* _Your objective_: Using the listing below, extract each line that has the word "service" in it.

* _Exercise input_:

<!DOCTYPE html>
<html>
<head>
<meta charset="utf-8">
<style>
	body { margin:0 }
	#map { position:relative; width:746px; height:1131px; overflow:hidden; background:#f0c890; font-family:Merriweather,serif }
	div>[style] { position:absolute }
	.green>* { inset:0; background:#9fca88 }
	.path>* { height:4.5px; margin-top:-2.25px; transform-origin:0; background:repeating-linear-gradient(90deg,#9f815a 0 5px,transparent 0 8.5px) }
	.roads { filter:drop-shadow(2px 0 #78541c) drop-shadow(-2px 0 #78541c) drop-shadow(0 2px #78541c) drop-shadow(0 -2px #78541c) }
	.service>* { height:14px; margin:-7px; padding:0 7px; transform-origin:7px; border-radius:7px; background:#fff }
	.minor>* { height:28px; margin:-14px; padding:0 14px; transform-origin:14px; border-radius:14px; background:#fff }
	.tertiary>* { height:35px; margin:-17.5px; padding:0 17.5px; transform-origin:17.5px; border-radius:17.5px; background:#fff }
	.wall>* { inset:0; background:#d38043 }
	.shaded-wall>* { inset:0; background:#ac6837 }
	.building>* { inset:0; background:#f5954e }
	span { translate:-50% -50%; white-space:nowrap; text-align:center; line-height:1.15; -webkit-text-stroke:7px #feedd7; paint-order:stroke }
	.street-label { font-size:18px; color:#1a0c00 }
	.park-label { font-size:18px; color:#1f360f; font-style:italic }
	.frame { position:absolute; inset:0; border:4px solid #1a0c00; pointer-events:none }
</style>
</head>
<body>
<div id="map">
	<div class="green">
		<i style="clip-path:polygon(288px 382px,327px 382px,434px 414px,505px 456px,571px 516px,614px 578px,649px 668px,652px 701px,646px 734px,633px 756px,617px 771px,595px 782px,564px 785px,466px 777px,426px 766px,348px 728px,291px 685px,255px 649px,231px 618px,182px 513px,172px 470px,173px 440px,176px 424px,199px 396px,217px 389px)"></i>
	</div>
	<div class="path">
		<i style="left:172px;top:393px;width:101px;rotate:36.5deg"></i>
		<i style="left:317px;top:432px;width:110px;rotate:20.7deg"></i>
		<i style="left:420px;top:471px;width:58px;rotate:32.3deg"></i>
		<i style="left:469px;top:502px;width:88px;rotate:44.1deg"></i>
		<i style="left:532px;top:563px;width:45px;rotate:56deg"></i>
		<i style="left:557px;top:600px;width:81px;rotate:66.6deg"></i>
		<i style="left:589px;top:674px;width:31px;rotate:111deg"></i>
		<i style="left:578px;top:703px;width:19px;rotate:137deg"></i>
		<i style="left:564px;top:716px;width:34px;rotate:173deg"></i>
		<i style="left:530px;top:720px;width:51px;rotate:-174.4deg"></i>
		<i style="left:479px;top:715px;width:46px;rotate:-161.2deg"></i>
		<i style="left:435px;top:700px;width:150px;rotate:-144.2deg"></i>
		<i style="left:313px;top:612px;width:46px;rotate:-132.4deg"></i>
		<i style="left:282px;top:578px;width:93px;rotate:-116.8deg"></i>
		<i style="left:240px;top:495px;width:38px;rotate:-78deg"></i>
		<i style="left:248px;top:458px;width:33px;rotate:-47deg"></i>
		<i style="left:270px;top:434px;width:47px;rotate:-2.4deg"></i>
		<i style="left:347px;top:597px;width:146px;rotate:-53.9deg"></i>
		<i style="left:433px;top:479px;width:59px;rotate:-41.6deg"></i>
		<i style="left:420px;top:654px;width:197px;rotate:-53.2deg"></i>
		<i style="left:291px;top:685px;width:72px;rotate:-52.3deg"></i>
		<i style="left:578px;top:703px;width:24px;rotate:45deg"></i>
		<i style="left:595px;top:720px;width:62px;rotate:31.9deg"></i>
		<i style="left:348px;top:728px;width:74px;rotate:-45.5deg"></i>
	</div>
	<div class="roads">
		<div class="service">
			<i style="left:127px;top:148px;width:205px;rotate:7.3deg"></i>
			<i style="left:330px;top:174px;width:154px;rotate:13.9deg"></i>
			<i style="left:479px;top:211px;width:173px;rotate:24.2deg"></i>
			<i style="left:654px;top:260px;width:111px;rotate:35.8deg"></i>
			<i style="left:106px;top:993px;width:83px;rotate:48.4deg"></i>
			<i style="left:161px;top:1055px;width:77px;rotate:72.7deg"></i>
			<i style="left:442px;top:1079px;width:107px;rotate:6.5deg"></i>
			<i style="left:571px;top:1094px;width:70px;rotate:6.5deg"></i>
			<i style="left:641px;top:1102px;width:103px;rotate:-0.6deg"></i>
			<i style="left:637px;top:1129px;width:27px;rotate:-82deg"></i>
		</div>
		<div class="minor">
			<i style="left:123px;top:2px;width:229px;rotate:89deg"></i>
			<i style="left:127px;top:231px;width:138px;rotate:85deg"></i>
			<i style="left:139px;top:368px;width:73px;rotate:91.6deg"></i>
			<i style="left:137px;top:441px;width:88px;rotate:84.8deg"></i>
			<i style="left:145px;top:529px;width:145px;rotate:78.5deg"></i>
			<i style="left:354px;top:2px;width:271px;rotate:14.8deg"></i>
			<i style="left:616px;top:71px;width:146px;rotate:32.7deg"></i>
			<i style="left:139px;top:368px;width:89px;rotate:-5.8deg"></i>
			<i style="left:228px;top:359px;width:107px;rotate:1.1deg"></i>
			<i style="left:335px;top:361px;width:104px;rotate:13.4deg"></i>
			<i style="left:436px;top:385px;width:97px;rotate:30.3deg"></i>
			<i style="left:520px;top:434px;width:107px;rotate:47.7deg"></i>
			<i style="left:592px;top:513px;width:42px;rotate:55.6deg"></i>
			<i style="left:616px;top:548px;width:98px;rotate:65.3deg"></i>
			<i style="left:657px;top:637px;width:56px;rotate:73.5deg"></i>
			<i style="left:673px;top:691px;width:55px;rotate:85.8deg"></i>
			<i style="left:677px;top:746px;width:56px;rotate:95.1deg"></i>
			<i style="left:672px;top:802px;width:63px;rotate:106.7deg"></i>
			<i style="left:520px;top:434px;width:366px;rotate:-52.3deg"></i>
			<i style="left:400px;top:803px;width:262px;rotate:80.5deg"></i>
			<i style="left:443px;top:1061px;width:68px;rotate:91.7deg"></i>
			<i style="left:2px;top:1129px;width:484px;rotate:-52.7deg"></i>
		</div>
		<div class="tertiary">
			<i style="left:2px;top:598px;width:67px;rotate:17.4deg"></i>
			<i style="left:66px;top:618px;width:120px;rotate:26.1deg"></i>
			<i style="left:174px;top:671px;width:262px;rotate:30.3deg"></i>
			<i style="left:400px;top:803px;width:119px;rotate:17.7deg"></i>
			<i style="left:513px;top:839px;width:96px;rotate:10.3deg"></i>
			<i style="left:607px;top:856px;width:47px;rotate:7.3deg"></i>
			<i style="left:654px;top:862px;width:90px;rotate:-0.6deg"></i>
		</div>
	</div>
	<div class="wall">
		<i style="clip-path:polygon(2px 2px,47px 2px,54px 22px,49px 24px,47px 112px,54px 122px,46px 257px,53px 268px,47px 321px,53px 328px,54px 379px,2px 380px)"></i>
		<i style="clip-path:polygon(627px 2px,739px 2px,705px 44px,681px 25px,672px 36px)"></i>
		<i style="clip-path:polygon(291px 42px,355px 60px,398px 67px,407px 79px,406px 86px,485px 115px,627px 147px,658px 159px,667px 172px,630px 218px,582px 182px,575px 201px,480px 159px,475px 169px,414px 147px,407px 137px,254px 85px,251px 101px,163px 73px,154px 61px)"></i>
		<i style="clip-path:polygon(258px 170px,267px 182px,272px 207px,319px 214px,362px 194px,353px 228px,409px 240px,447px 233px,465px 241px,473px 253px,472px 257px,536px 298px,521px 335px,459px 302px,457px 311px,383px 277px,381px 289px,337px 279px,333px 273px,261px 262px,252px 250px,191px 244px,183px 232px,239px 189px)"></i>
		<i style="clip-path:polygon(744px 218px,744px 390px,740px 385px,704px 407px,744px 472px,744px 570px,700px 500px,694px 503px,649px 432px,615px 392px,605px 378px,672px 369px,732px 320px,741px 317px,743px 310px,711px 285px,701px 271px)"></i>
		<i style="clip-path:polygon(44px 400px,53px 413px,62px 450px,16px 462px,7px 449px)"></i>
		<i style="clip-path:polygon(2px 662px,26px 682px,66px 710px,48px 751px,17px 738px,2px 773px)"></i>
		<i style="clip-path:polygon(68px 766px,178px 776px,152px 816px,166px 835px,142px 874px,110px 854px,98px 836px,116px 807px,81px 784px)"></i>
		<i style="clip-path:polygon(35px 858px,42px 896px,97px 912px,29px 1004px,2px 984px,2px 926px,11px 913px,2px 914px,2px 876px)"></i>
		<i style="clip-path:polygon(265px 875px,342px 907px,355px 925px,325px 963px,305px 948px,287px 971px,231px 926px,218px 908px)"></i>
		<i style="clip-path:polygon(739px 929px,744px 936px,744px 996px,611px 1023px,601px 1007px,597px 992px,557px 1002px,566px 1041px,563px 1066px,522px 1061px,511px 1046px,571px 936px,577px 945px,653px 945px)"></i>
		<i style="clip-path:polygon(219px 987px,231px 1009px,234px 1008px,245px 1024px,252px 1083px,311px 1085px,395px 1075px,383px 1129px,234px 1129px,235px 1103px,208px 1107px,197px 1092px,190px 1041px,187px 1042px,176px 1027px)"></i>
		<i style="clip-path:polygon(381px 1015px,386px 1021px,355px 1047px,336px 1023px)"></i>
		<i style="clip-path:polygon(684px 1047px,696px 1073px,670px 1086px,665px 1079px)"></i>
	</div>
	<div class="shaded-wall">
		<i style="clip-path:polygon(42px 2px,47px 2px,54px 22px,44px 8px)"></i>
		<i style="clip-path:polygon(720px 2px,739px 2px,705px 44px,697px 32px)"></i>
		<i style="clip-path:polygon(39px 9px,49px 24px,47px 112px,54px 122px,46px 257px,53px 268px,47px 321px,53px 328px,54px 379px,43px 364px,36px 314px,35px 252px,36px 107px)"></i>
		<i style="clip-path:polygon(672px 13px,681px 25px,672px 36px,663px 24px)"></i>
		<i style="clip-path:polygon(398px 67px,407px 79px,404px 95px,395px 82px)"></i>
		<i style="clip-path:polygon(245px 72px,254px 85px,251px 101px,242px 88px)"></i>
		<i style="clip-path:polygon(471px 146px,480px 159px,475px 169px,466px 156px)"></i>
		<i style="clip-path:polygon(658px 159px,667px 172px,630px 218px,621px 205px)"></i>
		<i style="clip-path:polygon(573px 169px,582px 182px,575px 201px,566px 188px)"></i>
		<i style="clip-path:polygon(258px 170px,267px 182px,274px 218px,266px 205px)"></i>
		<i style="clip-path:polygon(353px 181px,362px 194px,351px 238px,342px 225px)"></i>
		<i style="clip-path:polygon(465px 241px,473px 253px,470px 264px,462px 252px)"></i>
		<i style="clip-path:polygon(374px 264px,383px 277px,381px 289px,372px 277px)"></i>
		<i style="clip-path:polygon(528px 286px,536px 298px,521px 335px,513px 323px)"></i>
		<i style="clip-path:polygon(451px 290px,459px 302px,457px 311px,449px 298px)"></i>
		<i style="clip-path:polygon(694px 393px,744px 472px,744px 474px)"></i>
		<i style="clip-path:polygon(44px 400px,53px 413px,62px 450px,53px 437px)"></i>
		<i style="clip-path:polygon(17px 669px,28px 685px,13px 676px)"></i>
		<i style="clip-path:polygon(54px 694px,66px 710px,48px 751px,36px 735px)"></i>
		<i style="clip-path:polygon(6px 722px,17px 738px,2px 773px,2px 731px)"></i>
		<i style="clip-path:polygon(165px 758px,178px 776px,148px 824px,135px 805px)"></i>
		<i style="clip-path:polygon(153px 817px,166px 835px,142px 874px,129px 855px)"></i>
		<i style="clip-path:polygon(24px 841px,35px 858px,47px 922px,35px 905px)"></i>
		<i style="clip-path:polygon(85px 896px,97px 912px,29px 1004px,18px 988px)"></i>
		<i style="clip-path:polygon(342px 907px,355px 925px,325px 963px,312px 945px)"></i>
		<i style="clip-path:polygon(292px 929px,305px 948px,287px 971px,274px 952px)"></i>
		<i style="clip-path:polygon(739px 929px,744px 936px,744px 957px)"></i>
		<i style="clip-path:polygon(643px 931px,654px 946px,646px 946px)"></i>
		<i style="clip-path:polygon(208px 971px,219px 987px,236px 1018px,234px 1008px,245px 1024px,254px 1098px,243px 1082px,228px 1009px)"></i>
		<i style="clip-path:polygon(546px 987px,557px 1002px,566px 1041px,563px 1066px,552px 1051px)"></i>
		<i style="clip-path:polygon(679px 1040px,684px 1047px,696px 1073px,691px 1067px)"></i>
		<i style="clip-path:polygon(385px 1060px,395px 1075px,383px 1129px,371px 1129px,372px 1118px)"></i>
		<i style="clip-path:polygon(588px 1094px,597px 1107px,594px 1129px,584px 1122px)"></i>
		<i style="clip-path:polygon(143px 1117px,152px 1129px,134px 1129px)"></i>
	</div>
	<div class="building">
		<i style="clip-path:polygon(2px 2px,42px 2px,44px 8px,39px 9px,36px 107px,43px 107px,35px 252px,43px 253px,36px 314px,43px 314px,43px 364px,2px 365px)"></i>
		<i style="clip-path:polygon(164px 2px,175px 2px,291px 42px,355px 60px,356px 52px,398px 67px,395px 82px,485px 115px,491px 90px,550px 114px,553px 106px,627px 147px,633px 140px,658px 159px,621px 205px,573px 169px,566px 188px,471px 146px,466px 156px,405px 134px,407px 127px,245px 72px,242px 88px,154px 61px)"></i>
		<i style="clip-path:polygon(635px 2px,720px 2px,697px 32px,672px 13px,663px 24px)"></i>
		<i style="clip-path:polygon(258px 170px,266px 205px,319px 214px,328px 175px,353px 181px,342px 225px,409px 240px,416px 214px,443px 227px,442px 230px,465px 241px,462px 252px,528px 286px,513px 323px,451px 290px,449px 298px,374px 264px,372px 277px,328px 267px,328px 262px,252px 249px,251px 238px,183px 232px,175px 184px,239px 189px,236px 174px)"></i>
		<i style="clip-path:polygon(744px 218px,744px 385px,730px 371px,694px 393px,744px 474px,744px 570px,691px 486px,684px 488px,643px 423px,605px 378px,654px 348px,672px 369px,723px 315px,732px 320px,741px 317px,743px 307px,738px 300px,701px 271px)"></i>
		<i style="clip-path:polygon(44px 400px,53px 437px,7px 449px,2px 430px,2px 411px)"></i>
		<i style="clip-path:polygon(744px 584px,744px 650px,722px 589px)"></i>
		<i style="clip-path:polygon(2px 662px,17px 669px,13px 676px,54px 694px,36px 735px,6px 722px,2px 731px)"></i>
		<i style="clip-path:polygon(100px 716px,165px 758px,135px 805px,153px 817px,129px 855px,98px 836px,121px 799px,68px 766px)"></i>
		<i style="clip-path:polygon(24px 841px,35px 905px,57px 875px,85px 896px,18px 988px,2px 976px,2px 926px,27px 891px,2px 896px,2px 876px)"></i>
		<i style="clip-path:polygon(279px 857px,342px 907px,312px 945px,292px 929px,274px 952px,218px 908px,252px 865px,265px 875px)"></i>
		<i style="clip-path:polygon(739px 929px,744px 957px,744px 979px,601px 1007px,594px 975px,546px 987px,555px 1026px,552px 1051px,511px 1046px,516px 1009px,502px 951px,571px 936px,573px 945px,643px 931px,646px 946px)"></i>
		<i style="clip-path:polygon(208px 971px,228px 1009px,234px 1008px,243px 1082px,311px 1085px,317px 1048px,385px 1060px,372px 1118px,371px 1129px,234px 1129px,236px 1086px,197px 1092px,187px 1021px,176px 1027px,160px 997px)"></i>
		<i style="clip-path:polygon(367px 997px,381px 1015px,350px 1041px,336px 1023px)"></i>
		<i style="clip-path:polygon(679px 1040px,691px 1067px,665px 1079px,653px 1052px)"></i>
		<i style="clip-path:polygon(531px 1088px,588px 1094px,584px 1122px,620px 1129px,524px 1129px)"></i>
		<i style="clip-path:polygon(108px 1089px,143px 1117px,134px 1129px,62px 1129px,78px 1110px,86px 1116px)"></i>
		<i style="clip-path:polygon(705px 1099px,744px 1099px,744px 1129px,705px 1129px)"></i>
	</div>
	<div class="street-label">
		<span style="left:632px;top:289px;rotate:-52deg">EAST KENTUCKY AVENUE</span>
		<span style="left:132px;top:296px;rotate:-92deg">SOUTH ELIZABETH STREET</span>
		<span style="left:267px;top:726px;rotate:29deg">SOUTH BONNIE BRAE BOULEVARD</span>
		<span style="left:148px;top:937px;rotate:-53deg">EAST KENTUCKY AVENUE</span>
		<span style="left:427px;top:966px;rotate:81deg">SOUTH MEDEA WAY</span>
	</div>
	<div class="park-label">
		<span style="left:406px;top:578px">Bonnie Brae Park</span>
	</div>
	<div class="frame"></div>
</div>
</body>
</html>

* _Output of the exercise_:
	.service>* { height:14px; margin:-7px; padding:0 7px; transform-origin:7px; border-radius:7px; background:#fff }
		<div class="service">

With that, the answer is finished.